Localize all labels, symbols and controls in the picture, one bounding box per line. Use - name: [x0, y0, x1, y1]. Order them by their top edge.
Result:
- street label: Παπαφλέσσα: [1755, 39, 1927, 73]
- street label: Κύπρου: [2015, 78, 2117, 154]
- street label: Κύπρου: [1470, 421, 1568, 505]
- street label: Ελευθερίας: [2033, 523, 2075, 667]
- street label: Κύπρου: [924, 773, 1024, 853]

────

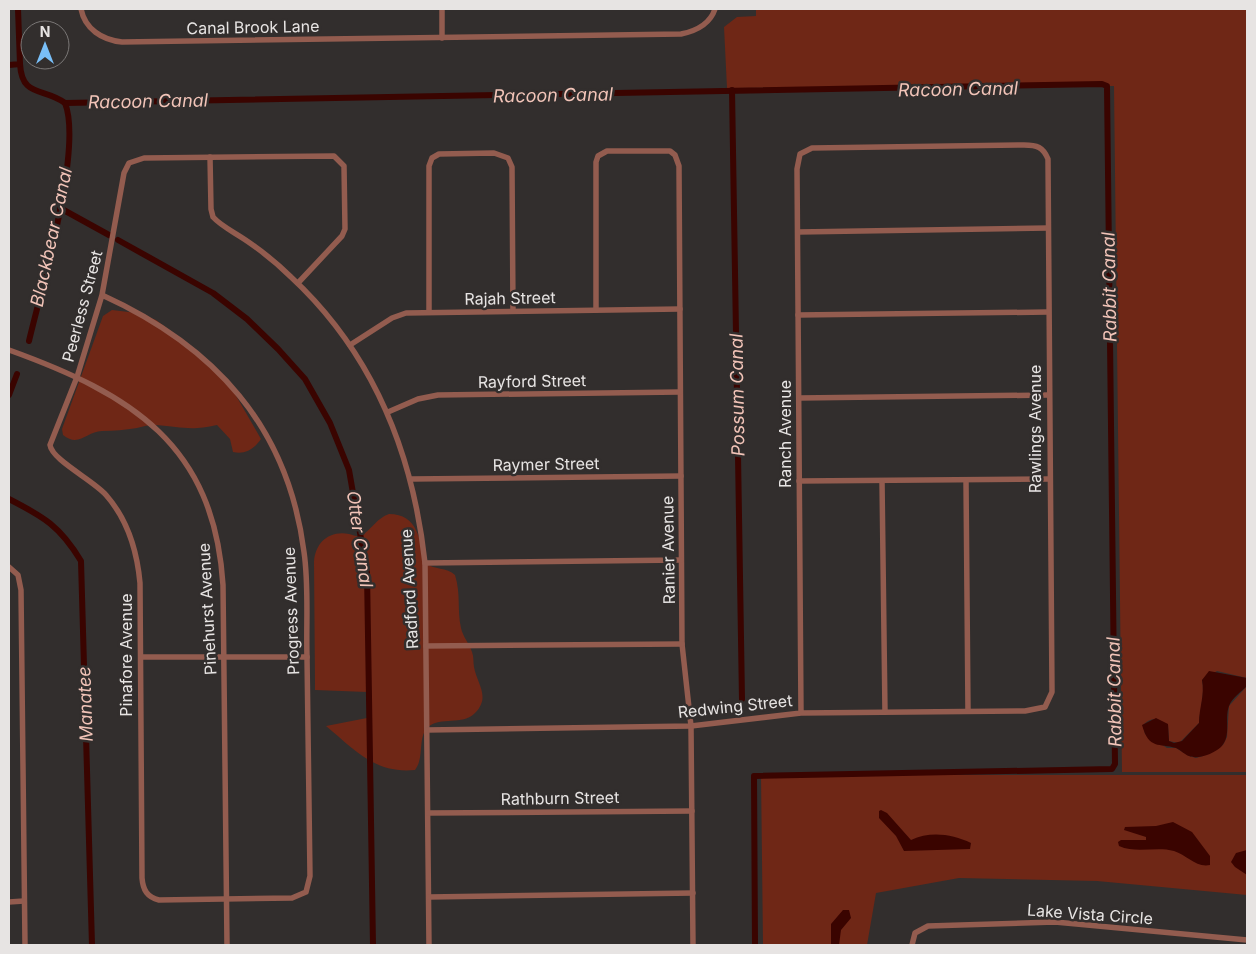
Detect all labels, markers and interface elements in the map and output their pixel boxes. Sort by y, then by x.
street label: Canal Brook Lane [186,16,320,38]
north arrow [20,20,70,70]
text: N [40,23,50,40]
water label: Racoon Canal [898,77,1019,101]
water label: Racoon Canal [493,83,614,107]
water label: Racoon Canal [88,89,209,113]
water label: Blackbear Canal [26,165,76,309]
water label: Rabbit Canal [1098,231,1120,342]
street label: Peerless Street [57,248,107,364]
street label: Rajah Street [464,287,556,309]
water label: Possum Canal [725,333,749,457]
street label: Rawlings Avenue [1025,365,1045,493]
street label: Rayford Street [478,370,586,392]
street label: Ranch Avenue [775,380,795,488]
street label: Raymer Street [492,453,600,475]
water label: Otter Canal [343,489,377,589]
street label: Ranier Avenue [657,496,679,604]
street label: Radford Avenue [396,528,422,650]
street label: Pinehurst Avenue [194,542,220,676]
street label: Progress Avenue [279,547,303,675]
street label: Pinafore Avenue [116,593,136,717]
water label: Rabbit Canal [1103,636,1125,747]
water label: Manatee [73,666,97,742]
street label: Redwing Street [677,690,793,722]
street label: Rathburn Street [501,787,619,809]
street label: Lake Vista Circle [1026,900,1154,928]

────

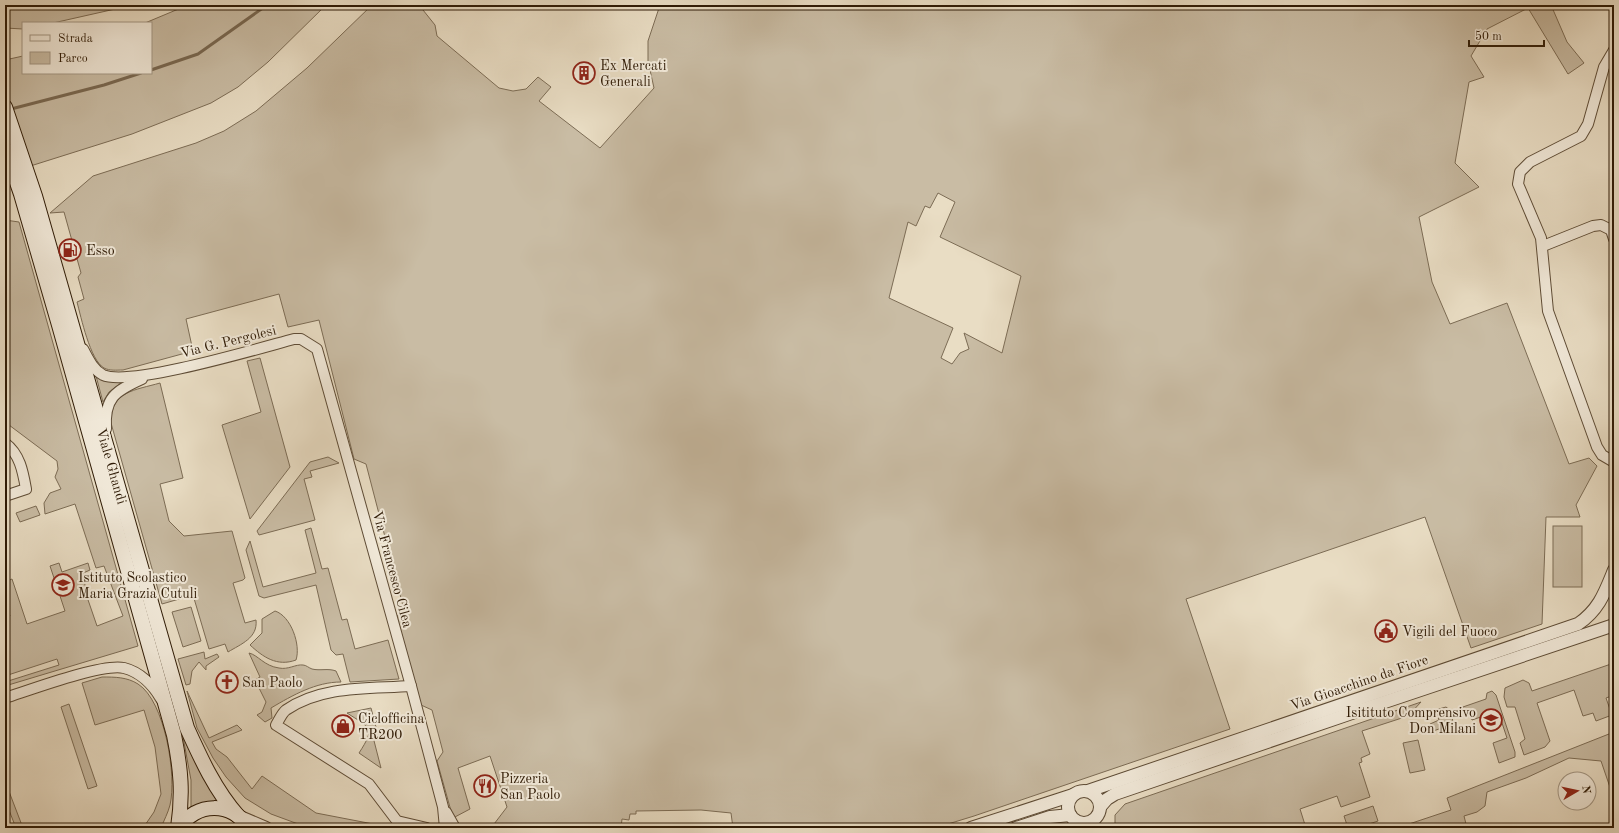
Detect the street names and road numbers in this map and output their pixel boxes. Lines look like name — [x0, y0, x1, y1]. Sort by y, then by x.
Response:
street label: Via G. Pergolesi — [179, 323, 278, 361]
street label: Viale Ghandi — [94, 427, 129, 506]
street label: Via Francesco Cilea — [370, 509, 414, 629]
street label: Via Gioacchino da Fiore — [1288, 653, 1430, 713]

────

* **ACTION ITEM**: Would you give the number of lines of the data that include the string "name"? Nothing else is wanted.

* **RESPONSE TO THE TASK**: 2